John Young, a doctor at Shady Grove Adventist Hospital, and Linda Gooden, an executive vice president at Lockheed Martin Informational Systems and Global Services, were also named to the board.
Gooden will be the second Lockheed Martin executive on the board along with Norman Augustine, who formerly served as the company's CEO.
Young received degrees from UM and UM Medical School, and is also a member of the advisory board to the UM Life Sciences College.
Towson University junior and Student Government Association member, Sarah Elfreth was also appointed as the board's only student member.
She replaces University of Maryland, Baltimore County student Joshua Michael. All of the regents' terms are five years.
UM making waves
in cyberspace
The University of Maryland's Web site – www.umd.edu - was ranked No. 19 in the world and No. 9 among Web sites of public universities by a public research firm in Spain called the Cybermetrics Lab.
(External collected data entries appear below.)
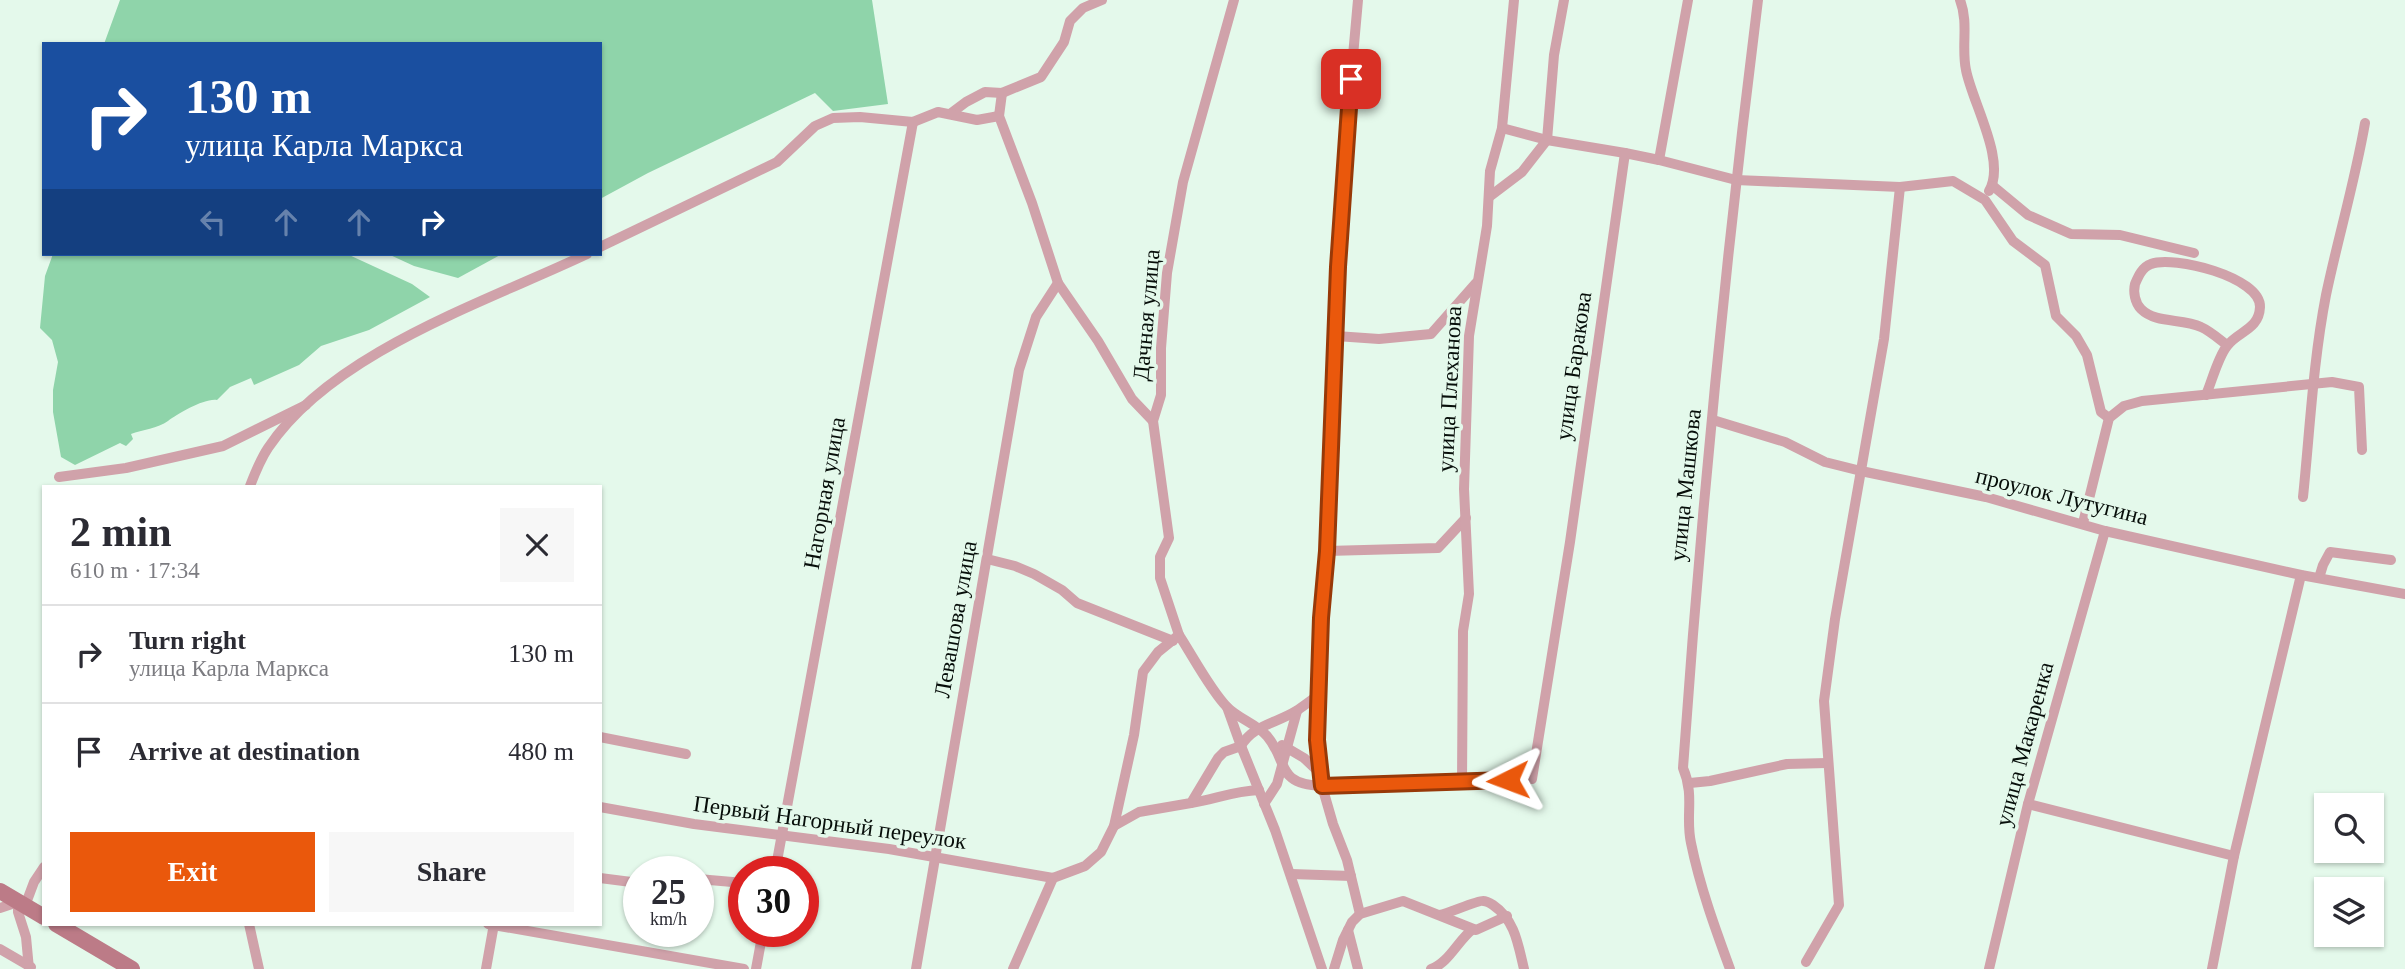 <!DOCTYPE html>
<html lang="en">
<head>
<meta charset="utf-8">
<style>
  :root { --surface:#fff; --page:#f7f7f7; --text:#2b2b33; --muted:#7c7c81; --line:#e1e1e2; --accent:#ea580c }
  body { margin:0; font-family:"Times New Roman",serif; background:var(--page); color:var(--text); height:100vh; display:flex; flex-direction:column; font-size:26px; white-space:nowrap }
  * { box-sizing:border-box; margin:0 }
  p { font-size:23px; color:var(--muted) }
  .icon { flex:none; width:38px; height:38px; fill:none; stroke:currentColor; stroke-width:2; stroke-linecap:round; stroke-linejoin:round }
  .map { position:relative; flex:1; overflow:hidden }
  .side { position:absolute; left:42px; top:485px; width:560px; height:441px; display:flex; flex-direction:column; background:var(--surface); border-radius:0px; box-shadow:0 2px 5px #0004 }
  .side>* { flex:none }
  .guide { position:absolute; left:42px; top:42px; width:560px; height:214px; border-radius:0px; box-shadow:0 2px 5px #0004; background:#1a4fa0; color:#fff; overflow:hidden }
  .fabs { position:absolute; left:2314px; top:793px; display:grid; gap:14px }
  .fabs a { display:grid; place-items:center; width:70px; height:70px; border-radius:0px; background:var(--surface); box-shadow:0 2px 5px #0004; font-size:35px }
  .speed { position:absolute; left:623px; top:856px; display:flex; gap:14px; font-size:35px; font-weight:700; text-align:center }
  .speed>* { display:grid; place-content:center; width:91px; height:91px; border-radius:50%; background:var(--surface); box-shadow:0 2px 5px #0004; line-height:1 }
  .speed small { font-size:18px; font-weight:400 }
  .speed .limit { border:10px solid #d22; background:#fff; color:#111 }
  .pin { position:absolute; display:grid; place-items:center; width:60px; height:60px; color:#fff; margin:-30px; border-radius:14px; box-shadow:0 4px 10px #0006 }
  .me { position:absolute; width:77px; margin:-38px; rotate:267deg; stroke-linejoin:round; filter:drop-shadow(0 0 5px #0008) }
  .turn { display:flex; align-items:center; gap:24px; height:147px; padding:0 28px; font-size:32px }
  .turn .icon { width:91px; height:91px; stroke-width:2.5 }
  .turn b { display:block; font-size:49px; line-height:60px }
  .lanes { display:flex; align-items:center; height:66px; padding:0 28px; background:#0003; justify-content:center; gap:35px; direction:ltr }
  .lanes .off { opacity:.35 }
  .round { display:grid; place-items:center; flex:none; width:74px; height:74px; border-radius:0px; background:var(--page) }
  .summary { display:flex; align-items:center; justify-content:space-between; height:119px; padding:0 28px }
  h1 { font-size:42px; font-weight:800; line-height:52px }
  .action { display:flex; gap:14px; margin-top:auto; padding:14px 28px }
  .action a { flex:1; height:80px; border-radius:0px; background:var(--accent); color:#fff; font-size:28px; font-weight:800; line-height:80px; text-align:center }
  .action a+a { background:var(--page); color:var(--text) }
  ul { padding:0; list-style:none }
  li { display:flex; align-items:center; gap:21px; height:98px; padding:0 28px; border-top:2px solid var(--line) }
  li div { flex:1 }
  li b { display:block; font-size:26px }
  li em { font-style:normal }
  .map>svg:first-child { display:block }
</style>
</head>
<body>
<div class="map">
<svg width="2405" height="969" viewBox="0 0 2405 969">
  <rect width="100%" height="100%" fill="#e4f9eb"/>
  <g fill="#8fd4aa">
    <polygon points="120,0 872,0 888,104 833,111 815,93 648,173 600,199 600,44 104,44"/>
    <path d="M53 254H347L412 284 430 297 369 330 321 346 299 365 254 385 251 378 230 387 217 400C204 398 178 414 168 421 158 428 142 430 131 434L133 439 126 446 120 443 75 465 61 457 53 412V390L58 362 52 340 40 328 45 276Z"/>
    <polygon points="388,254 502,254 458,278 414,266"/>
  </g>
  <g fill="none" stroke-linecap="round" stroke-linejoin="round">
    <g stroke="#d0a2aa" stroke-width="10">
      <polyline points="1358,0 1346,134 1338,267 1317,740 1322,786 1333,824 1347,860 1360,914"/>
      <path d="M1960 0C1969 23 1961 47 1966 70 1972 102 2007 161 1989 191"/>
      <polyline points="1002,93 999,116 1032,203 1058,283 1098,341 1132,399 1153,421"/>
      <polyline points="950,114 966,102 985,92 1002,93 1041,77 1064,42 1070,21 1083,8 1102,0"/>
      <polyline points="1502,128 1547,140 1625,153"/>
      <polyline points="1659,160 1736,180 1900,187 1953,181 1985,200 2013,241 2045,265 2056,316 2076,336 2087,355 2101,412 2109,418"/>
      <polyline points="1993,186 2028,215 2071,234 2120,235 2194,253"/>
      <polyline points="1489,197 1522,172 1547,140 1554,55 1564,0"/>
      <polyline points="600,247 777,162 815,126 833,118 860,117 913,122 938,112 977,120 999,116"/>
      <polyline points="1336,336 1379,339 1431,334 1476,283"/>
      <path d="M2206 395C2212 381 2218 357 2227 346 2238 331 2259 330 2260 307 2261 277 2173 255 2151 264 2142 267 2138 277 2135 284 2133 292 2135 303 2141 309 2156 324 2182 318 2201 327 2210 331 2219 339 2227 345"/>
      <polyline points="1713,420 1785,442 1825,462 1861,471 1986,497 2105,531 2301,575 2405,594"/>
      <polyline points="59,477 126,468 223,446 306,405"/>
      <path d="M250 486C255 473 260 460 268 448 332 352 486 302 587 254"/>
      <path d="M2303 497C2310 429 2313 362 2326 295 2338 238 2355 181 2365 123"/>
      <polyline points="2083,523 2109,418 2124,406 2142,401 2332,382 2359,387 2362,450"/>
      <polyline points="1327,551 1438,548 1466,518"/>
      <polyline points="987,559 1015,566 1034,574 1062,590 1077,603 1173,641"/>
      <polyline points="2319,578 2323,565 2330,552 2391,560"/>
      <path d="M1179 635C1192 655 1211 691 1227 707 1239 719 1255 723 1267 736 1289 762 1275 784 1322 786L1532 779 1570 542 1625 153 1659 160 1688 0"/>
      <polyline points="1227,707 1241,746"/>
      <polyline points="600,737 686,754"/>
      <polyline points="1282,745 1304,758 1321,774"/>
      <path d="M1241 746C1253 725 1277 723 1296 711 1304 706 1311 700 1319 695"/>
      <polyline points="1462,783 1463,631 1469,594 1464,489 1469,336 1487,226 1490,171 1502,128 1514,0"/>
      <polyline points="1690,783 1710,781 1787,764 1827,763"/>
      <path d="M1191 803C1215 799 1234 791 1259 790"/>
      <polyline points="1264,804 1277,784 1297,711"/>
      <polyline points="2028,804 2234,856"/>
      <polyline points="600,807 694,824 889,849 1053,878 1085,866 1101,852 1114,826 1134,735 1143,672 1158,652 1179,635 1160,578 1160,557 1169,538 1153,421 1161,395 1161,348 1167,273 1183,182 1234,0"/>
      <polyline points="1114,826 1139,812 1191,803 1218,758 1224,752 1241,746 1275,830 1322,969"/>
      <polyline points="775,872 913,122"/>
      <polyline points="1291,874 1351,876"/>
      <polyline points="600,878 639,883"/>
      <polyline points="698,879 744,883"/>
      <polyline points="25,906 34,882 44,867"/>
      <polyline points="0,908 18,902 18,912 26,937 29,969"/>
      <path d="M1440 915C1449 913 1479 900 1483 901 1486 901 1490 903 1493 905 1515 920 1518 944 1524 969"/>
      <polyline points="249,924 259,969"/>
      <polyline points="488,924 744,969"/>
      <polyline points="1348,930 1358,969"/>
      <polyline points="0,949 31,967"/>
      <polyline points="1806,962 1839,905 1824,701 1835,619 1884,339 1900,187"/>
      <polyline points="486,969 494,924"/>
      <polyline points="756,969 763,931"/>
      <polyline points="916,969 1019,370 1036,317 1058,283"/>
      <polyline points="1013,969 1053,878"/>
      <polyline points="1334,969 1343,940 1352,922 1360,914 1403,901 1476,930 1507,916"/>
      <path d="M1431 969C1449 963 1458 940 1473 929"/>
      <path d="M1730 969C1715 928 1700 887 1691 843 1685 816 1695 796 1683 768 1701 511 1726 255 1758 0"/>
      <polyline points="1989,969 2028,804 2105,531"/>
      <polyline points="2212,969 2234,856 2301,575"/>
    </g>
    <g stroke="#bc7b87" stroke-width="16">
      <polyline points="0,891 44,917"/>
      <polyline points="56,924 132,969"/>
    </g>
  </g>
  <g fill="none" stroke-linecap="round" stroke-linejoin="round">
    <g stroke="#983908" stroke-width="18">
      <polyline id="route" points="1351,79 1338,267 1327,551 1321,618 1317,740 1322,786 1508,780"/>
    </g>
    <use href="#route" stroke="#ea580c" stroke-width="12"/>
  </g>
  <g text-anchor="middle" stroke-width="7" stroke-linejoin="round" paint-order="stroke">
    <g font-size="23" fill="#070e0a" stroke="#e4f9eb">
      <text transform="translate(1146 315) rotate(-85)" y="8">Дачная улица</text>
      <text transform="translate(1573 366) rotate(-82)" y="8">улица Баракова</text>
      <text transform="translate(1449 389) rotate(-87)" y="8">улица Плеханова</text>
      <text transform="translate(1685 485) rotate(-84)" y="8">улица Машкова</text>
      <text transform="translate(824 493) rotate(-80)" y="8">Нагорная улица</text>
      <text transform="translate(2062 496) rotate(14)" y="8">проулок Лутугина</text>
      <text transform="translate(955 619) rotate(-80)" y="8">Левашова улица</text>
      <text transform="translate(2024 744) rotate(-75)" y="8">улица Макаренка</text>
      <text transform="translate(830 822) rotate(8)" y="8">Первый Нагорный переулок</text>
    </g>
  </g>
</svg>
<div class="fabs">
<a><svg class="icon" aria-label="search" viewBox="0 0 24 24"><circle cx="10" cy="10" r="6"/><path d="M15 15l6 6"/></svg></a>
<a><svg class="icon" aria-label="layers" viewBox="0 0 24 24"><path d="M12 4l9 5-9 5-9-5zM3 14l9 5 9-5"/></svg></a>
</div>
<div class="speed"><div>25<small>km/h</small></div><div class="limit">30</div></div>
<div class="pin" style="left:1351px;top:79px;background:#d93025"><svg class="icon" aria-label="arrive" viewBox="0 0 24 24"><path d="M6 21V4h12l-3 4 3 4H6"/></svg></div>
<svg class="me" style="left:1508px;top:780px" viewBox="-20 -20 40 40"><path d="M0-17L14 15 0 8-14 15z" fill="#ea580c" stroke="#fff" stroke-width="4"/></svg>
<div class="guide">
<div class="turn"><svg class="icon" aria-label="right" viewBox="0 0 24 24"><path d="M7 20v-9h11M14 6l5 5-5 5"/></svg><div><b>130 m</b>улица Карла Маркса</div></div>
<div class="lanes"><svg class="icon off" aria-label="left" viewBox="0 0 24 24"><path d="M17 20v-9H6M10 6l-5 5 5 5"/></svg><svg class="icon off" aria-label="ahead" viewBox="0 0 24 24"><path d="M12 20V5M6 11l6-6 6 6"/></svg><svg class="icon off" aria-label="ahead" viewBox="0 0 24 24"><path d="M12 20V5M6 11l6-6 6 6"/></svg><svg class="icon" aria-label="right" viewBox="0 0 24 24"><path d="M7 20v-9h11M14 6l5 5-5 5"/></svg></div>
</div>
<section class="side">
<div class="summary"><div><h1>2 min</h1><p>610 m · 17:34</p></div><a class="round"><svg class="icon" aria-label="close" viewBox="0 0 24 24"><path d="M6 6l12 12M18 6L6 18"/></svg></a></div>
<ul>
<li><svg class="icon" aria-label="right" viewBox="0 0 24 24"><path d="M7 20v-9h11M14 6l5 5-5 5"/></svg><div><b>Turn right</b><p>улица Карла Маркса</p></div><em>130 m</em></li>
<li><svg class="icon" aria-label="arrive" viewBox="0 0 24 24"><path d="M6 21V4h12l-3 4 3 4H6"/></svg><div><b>Arrive at destination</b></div><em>480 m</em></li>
</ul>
<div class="action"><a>Exit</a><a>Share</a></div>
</section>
</div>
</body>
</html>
The Cybermetrics Lab ranks the Web sites of the top 4,000 colleges and universities out of approximately 15,000 institutions around the world.
They publish the rankings two times a year.
The top 51 sites were all schools located within the U.S. with the Massachusetts Institute of Technology's Web site in the top spot.
The rankings were based on the number of pages recovered from search engines Google, Yahoo, Live Search and Exalead, visibility and the number of papers and citations for each academic domain.